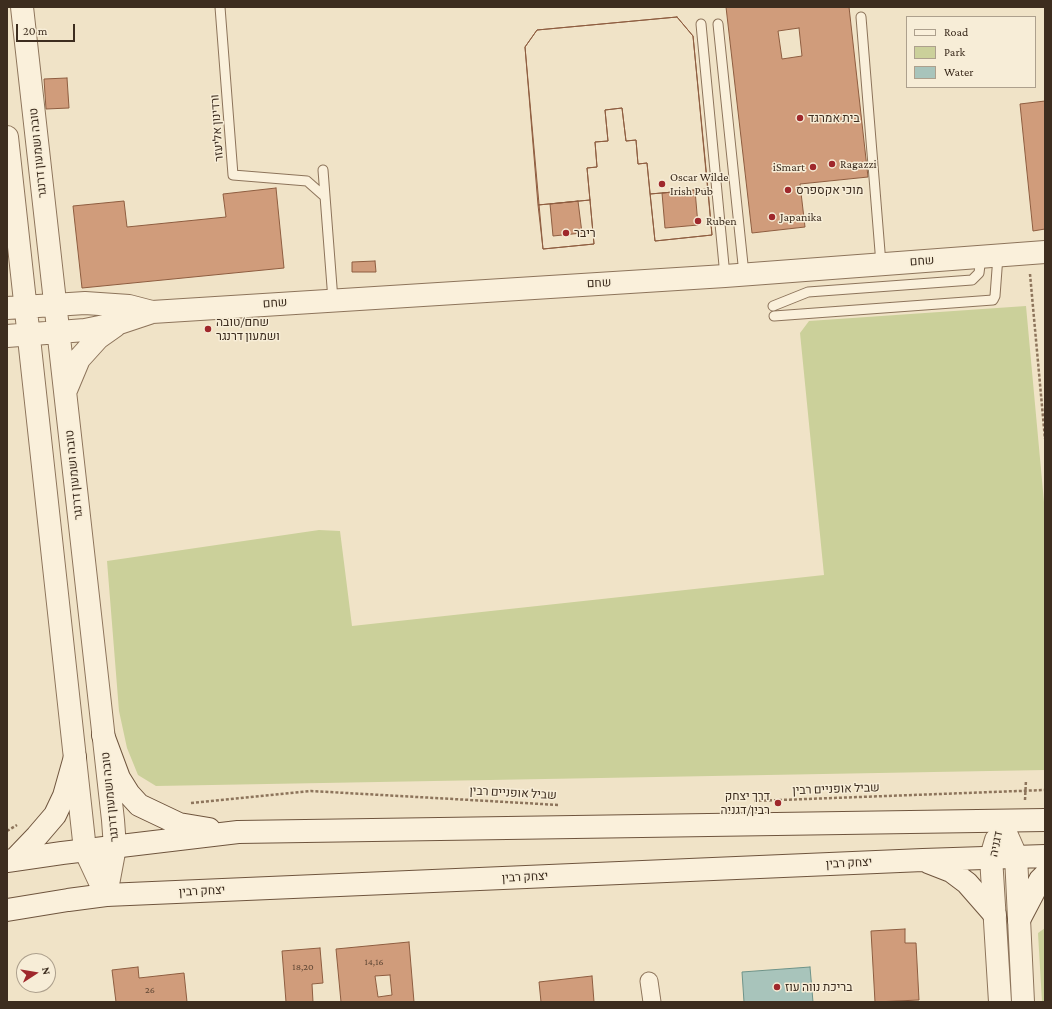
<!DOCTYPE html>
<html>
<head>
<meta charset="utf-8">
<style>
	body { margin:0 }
	#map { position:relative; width:1052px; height:1009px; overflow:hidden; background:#f0e3c7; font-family:"Crimson Pro",serif }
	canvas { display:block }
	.frame { position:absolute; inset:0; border:8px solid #3d2d1f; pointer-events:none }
	.legend { position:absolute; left:906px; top:16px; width:130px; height:72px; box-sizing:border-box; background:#f7edd7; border:1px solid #ada08d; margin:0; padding:5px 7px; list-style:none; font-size:12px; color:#3d2d1f }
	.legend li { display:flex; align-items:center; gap:8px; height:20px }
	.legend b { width:20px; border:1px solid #ada08d }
	.north { position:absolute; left:16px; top:953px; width:40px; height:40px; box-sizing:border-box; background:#f7edd7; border:1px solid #ada08d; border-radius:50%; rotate:78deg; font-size:11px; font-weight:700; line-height:16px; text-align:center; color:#3d2d1f }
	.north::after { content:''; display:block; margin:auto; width:14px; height:18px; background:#9f282c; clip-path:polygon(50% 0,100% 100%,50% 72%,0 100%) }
	.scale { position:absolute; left:16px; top:24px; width:59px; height:18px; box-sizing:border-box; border:2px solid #3d2d1f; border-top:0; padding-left:5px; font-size:12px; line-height:14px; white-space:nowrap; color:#3d2d1f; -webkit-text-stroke:3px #f7edd7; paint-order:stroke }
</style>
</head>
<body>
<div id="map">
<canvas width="1052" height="1009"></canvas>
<div class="frame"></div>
<ul class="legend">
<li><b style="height:5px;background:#faf0db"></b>Road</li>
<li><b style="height:11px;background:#cbd09a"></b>Park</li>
<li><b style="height:11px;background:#a8c4bb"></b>Water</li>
</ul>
<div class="north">N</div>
<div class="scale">20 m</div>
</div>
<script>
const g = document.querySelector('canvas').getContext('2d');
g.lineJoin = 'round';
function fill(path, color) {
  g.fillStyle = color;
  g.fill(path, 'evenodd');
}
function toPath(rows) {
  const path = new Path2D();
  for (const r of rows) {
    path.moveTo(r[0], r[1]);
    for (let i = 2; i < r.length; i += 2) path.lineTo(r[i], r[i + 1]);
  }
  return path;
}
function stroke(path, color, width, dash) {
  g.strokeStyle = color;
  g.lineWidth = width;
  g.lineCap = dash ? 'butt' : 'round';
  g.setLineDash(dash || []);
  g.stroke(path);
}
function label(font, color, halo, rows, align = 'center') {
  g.font = font + ' "Crimson Pro",Heebo,serif';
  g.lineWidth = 3;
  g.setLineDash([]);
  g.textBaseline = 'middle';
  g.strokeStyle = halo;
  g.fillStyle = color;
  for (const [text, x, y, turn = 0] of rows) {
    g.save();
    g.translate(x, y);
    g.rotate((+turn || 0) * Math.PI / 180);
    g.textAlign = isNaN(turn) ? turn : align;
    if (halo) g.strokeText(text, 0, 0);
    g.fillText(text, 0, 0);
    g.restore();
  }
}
const green = toPath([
	[1026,306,1045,513,1045,770,156,786,138,775,127,748,119,711,107,561,319,530,340,531,352,626,824,575,800,333,809,321],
	[1045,928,1045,1002,1042,1002,1038,933]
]);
const water = toPath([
	[810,967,813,1002,744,1002,742,972,810,967]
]);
const building = toPath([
	[726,7,849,7,868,177,800,184,805,227,752,233,726,7],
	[799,28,802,56,782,59,778,31,799,28],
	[677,17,693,36,712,235,655,241,647,163,638,164,636,140,626,141,622,108,605,110,608,141,595,142,597,167,587,168,594,244,543,249,525,47,537,30,677,17],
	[677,17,693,36,708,189,650,194,647,163,638,164,636,140,626,141,622,108,605,110,608,141,595,142,597,167,587,168,590,200,538,205,525,47,537,30,677,17],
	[67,78,69,108,46,109,44,79,67,78],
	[1045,101,1045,229,1033,231,1020,104,1045,101],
	[276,188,284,268,82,288,73,206,124,201,127,227,226,217,223,194,276,188],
	[708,189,712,235,655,241,650,194,708,189],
	[695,190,698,225,665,228,662,193,695,190],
	[590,200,594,244,543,249,538,205,590,200],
	[578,201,582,233,553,236,550,204,578,201],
	[375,261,376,272,352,272,352,262,375,261],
	[905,929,905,943,916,943,919,1000,875,1002,871,931,905,929],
	[409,942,414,1002,341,1002,336,949,409,942],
	[390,975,392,995,378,997,375,976,390,975],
	[320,948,323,983,312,984,313,1002,286,1002,282,951,320,948],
	[138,967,139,978,184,973,187,1002,116,1002,112,970,138,967],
	[592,976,594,1002,541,1002,539,982,592,976]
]);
const path = toPath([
	[1030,274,1045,439],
	[1025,800,1026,780],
	[754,801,1045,790],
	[191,803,311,791,559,805],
	[7,831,17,825]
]);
const service = toPath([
	[220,7,233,175,307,181,324,196],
	[861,17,881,264],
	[701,24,725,276],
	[718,24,744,274],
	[323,170,333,300],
	[773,306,808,292,972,280,979,273,981,257],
	[774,316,993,300,995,296,998,256]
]);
const minor = toPath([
	[649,981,652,1002]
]);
const tertiary = toPath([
	[22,7,113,820,115,847,106,895],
	[7,137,85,850,106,895],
	[7,308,85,303,129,306,152,312,725,276,1045,252],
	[7,336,85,330,119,323,152,312],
	[66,390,79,359,98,338,115,326],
	[1001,822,1016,856,1023,1002],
	[996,840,991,857,1000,1002]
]);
const secondary = toPath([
	[103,735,119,778,129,794,139,805,179,824,209,829],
	[14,860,37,836,55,815,64,796,75,757],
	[7,861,62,853,238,832,1045,820],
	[928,862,951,871,967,883,995,915],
	[7,910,68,900,106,895,923,860,1045,856],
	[1019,920,1040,880,1045,875]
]);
const markers = [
	[800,118,4,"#9f282c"],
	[832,164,4,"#9f282c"],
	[813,167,4,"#9f282c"],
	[662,184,4,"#9f282c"],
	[788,190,4,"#9f282c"],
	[772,217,4,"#9f282c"],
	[698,221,4,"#9f282c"],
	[566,233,4,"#9f282c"],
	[208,329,4,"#9f282c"],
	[778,803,4,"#9f282c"],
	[777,987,4,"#9f282c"]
];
const numberNames = [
	["14,16",374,962],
	["18,20",303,967],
	["26",150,990]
];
const poiNames = [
	["בית אמרגד",808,118],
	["Ragazzi",840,164],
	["iSmart",805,167,"right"],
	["Oscar Wilde",670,177],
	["Irish Pub",670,191],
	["מוכי אקספרס",796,190],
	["Japanika",780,217],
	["Ruben",706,221],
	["ריבר",574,233],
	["שחם/טובה",216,322],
	["ושמעון דרנגר",216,336],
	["דרך יצחק",770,796,"right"],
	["רבין/דגניה",770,810,"right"],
	["בריכת נווה עוז",785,987]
];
const streetNames = [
	["ורדינון אליעזר",217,128,-94],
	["טובה ושמעון דרנגר",38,153,-96],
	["שחם",922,261,-4],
	["שחם",599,283,-3],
	["שחם",275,303,-4],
	["טובה ושמעון דרנגר",74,475,-96],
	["שביל אופניים רבין",836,789,-2],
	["שביל אופניים רבין",513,793,3],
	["טובה ושמעון דרנגר",110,797,-96],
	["דגניה",996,844,-78],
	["יצחק רבין",849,863,-3],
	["יצחק רבין",525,877,-3],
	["יצחק רבין",202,891,-3]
];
fill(green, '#cbd09a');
fill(water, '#a8c4bb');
stroke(water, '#6e9389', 1);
fill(building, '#d09c7b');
stroke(building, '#8e5d40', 1);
stroke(service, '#8d745b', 11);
stroke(minor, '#8d745b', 19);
stroke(tertiary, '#8d745b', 24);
stroke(secondary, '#6f553e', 24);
stroke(path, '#8d745b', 2.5, [3, 2]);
stroke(service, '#faf0db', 9);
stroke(minor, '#faf0db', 17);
stroke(tertiary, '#faf0db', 22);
stroke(secondary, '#faf0db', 22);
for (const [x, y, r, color] of markers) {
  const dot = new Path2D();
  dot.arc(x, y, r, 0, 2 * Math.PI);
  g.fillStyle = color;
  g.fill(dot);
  stroke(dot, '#f7edd7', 1.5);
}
label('10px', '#624936', null, numberNames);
label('12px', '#3d2d1f', '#f7edd7', poiNames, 'left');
label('12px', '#3d2d1f', '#f7edd7', streetNames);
</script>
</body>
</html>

# Assigned task
If a line in the material above contains "Math", show that line.

# Exercise answer
    g.rotate((+turn || 0) * Math.PI / 180);
  dot.arc(x, y, r, 0, 2 * Math.PI);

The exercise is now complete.